ArrayList and LinkedList: Memory and Cache Architecture
While ArrayList is a dynamic array and LinkedList is a doubly-linked list, the performance difference goes far beyond simple $O(1)$ vs. $O(n)$ complexity. The real impact lies in memory footprint, CPU cache locality, and native instruction efficiency.
1. ArrayList: Continuous Memory & Native Speed
1.1 The Address Formula
ArrayList stores elements in a contiguous Object[] array. Accessing index i is a simple arithmetic operation:
TargetAddress = BaseAddress + i * ReferenceSize.
1.2 The 1.5x Expansion Strategy
When the array is full, ArrayList grows by 1.5 times. This expansion factor is chosen to allow the memory allocator to potentially reuse old memory blocks later in the process.
1.3 Native Copying
Resizing uses System.arraycopy(), a native method mapped to C++ memmove. Modern JVMs utilize SIMD instructions to move large chunks of memory at once, making expansion incredibly fast.
2. LinkedList: The Pointer-Chasing Tax
2.1 Memory Overhead
In a 64-bit JVM, a LinkedList Node occupies 24 bytes per element (Header + Prev + Next + Item). An ArrayList reference occupies only 4 bytes.
2.2 Cache Misses
- ArrayList: A CPU cache line holds 16 consecutive references. Accessing the next element is a hit.

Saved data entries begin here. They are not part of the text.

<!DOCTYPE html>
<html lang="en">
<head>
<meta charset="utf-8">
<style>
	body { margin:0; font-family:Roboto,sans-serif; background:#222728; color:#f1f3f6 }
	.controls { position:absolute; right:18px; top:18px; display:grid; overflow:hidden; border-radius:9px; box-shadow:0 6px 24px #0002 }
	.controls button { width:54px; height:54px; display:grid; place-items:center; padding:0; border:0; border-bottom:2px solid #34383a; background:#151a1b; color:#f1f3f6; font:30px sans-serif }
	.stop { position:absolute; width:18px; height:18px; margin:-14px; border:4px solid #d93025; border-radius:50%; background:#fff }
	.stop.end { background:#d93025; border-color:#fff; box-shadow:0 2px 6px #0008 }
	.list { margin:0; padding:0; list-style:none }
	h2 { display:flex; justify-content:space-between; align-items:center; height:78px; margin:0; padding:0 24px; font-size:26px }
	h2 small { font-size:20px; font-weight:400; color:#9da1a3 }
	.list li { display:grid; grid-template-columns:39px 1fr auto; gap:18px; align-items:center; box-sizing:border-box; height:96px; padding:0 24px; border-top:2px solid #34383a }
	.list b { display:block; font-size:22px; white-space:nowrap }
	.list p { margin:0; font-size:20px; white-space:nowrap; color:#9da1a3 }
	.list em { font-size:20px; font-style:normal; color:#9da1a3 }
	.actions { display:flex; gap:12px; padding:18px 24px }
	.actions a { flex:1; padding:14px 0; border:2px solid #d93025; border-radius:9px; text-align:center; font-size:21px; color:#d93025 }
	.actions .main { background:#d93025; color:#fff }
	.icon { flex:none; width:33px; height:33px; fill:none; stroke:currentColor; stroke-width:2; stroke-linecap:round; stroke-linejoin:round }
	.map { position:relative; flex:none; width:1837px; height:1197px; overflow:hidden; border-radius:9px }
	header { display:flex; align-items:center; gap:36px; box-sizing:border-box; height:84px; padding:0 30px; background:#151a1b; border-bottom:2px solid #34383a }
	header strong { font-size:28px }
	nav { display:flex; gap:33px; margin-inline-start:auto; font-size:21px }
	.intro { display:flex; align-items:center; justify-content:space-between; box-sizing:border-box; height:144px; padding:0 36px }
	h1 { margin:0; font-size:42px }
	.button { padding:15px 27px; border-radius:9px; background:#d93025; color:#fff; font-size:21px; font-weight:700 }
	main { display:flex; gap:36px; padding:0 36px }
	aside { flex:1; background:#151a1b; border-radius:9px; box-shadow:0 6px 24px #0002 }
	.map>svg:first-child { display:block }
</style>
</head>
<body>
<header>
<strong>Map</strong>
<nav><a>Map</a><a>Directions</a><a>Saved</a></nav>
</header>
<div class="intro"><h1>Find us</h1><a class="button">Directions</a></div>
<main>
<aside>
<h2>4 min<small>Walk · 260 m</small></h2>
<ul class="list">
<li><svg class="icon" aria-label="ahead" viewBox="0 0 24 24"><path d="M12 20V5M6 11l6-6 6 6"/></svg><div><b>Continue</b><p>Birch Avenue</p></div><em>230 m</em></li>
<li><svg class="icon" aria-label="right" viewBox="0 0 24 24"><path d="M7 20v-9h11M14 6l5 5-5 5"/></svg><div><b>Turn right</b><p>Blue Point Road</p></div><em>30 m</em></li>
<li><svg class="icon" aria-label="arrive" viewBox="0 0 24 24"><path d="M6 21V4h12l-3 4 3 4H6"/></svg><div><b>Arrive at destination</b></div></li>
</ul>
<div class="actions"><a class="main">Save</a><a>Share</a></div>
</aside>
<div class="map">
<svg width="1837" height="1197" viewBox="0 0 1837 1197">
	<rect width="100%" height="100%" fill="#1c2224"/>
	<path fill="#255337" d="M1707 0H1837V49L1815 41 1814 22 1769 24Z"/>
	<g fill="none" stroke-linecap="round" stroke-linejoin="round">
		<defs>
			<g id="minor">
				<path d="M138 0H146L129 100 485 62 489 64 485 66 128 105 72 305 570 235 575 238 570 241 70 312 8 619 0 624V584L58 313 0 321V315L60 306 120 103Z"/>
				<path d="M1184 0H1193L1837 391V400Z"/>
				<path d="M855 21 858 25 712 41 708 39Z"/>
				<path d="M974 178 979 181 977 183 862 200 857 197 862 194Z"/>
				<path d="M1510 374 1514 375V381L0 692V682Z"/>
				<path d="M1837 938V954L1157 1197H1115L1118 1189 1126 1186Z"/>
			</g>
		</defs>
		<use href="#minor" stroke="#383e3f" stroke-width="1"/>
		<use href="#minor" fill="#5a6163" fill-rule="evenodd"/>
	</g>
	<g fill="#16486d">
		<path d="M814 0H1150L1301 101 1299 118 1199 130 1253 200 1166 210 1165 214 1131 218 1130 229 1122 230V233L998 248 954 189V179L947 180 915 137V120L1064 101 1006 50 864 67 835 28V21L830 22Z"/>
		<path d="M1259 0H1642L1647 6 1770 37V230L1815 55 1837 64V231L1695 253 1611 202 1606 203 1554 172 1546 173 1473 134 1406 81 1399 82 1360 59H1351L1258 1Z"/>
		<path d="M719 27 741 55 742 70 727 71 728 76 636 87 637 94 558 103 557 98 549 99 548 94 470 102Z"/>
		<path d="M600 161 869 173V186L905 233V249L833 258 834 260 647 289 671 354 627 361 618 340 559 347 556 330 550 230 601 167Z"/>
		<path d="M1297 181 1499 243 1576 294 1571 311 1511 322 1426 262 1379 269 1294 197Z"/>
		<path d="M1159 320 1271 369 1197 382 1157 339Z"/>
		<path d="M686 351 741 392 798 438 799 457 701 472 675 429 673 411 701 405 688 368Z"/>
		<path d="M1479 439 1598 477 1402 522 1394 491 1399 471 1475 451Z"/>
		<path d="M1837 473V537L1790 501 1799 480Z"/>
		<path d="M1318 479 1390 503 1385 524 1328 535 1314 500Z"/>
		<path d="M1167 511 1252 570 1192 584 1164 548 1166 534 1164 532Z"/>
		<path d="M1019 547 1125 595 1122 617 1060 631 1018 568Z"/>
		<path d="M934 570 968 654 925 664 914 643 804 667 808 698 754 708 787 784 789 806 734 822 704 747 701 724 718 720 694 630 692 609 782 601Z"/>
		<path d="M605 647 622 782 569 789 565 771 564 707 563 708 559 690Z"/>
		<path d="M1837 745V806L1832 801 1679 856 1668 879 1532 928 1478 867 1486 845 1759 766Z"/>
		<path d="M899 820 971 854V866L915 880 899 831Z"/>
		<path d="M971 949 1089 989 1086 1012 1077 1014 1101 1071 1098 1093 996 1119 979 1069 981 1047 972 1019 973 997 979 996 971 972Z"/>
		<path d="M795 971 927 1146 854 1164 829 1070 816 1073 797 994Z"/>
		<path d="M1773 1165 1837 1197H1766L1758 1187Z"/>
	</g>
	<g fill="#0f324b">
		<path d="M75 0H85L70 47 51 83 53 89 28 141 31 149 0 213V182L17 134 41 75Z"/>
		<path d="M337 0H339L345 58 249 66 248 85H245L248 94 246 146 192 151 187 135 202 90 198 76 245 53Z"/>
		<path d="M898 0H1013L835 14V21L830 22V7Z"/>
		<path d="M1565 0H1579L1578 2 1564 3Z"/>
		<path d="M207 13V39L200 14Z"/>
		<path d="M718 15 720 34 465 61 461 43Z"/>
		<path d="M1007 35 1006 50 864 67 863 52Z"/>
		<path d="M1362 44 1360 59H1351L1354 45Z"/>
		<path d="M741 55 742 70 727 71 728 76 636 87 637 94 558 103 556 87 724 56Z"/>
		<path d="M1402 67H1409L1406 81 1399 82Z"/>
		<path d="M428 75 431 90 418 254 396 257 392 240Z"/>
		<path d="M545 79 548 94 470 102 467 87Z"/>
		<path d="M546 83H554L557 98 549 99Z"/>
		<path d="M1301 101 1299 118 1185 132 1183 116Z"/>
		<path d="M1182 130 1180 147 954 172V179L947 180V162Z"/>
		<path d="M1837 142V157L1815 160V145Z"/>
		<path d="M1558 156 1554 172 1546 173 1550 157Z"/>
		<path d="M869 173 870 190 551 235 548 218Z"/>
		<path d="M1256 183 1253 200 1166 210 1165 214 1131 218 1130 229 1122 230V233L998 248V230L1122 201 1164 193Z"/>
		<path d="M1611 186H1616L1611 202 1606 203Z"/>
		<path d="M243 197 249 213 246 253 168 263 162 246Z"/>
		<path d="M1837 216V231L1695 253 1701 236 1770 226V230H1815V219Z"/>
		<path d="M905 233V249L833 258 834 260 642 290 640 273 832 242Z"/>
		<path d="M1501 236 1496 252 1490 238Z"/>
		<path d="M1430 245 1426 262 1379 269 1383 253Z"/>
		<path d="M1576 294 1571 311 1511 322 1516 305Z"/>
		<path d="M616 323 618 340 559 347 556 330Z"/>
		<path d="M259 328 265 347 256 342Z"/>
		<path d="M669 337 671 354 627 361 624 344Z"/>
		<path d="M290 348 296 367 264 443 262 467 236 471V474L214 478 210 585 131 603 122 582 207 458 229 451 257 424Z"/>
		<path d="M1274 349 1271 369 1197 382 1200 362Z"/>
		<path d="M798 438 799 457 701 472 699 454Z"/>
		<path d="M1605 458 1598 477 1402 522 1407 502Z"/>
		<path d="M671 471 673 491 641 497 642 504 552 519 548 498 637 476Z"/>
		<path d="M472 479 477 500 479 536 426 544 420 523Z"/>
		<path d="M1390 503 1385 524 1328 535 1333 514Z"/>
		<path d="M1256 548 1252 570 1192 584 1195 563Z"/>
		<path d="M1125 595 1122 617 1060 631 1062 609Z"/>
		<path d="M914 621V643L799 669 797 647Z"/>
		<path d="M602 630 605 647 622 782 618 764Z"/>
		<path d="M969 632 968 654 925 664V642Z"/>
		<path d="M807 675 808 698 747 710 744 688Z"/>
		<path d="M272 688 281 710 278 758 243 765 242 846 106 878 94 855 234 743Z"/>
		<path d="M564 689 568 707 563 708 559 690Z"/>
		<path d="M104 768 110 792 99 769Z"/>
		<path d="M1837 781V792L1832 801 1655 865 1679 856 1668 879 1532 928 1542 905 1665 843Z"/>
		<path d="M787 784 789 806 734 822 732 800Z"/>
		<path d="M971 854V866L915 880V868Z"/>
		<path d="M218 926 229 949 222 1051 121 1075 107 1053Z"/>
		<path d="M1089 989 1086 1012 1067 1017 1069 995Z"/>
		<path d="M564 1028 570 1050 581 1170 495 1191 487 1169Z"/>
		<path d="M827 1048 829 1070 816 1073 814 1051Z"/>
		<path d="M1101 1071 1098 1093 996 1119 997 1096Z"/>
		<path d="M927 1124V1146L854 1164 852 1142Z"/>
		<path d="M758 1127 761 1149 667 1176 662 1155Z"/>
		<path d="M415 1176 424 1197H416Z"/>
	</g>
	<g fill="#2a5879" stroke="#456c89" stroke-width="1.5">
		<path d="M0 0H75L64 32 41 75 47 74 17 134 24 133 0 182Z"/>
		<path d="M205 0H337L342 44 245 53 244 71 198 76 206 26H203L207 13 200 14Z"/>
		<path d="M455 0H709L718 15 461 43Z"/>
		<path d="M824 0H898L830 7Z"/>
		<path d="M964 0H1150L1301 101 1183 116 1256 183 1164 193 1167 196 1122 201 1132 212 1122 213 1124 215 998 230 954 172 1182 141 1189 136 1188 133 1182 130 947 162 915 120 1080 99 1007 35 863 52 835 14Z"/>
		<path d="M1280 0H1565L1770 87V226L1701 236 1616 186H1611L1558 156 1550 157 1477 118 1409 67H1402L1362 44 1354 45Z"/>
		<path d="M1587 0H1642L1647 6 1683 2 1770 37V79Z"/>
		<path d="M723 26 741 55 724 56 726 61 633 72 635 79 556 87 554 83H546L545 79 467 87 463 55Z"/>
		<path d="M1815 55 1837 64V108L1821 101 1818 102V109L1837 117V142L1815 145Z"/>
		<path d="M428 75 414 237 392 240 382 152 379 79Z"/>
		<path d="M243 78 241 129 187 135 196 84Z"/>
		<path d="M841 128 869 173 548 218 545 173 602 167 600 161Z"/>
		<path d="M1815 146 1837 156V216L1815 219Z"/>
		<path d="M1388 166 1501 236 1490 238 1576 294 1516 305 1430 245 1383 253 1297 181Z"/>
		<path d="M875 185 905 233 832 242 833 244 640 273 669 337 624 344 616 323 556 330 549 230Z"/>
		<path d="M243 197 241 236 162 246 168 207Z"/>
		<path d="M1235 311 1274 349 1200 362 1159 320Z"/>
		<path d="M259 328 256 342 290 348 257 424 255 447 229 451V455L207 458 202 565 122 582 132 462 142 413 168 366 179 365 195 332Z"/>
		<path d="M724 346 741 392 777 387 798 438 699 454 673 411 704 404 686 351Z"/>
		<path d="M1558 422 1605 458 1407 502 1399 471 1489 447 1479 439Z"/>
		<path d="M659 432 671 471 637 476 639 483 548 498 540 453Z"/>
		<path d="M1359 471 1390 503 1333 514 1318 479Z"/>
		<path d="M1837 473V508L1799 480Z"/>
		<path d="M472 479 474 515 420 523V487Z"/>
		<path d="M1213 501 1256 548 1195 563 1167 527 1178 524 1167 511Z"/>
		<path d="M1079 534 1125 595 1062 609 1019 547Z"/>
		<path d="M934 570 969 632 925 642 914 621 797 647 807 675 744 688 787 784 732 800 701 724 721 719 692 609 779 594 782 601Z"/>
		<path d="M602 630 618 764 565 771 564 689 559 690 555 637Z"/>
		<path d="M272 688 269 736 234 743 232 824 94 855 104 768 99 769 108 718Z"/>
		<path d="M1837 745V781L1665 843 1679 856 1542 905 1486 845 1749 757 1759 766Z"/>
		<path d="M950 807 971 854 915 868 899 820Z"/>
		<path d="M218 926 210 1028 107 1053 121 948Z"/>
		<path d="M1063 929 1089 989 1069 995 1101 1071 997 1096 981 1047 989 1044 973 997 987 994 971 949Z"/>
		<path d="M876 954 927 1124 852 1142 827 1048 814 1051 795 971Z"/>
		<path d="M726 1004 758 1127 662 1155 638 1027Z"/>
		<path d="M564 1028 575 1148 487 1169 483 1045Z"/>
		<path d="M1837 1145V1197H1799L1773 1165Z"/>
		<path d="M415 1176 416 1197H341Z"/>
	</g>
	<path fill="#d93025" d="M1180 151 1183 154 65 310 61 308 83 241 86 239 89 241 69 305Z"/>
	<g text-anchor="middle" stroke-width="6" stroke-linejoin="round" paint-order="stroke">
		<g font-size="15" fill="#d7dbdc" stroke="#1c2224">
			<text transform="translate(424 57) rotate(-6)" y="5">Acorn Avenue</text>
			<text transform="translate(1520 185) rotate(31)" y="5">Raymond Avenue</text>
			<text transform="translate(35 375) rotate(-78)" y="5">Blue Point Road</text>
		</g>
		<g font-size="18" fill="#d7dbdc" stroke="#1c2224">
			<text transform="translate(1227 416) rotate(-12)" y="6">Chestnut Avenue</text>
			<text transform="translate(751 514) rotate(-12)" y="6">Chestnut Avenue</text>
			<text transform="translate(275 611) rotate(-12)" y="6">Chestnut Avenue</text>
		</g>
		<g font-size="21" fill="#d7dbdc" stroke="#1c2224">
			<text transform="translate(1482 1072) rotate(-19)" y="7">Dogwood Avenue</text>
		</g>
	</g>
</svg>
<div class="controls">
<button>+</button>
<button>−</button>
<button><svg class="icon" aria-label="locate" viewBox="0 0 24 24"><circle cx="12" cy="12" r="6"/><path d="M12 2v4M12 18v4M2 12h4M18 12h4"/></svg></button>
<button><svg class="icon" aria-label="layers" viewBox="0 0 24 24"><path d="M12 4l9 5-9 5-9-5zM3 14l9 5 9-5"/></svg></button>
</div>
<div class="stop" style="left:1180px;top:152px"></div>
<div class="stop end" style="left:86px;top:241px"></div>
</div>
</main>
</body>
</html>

- LinkedList: Nodes are scattered. Every
node.nextjump is likely a Cache Miss, forcing a 100ns fetch from RAM.
3. The "Insertion" Myth
Many claim LinkedList is faster at insertions. This is only true if you already hold the reference (e.g., using an Iterator). To insert at index i from the list head, LinkedList must first traverse to that index, which is $O(n)$. For almost all workloads, ArrayList's $O(n)$ array shift is faster than LinkedList's $O(n)$ pointer chase.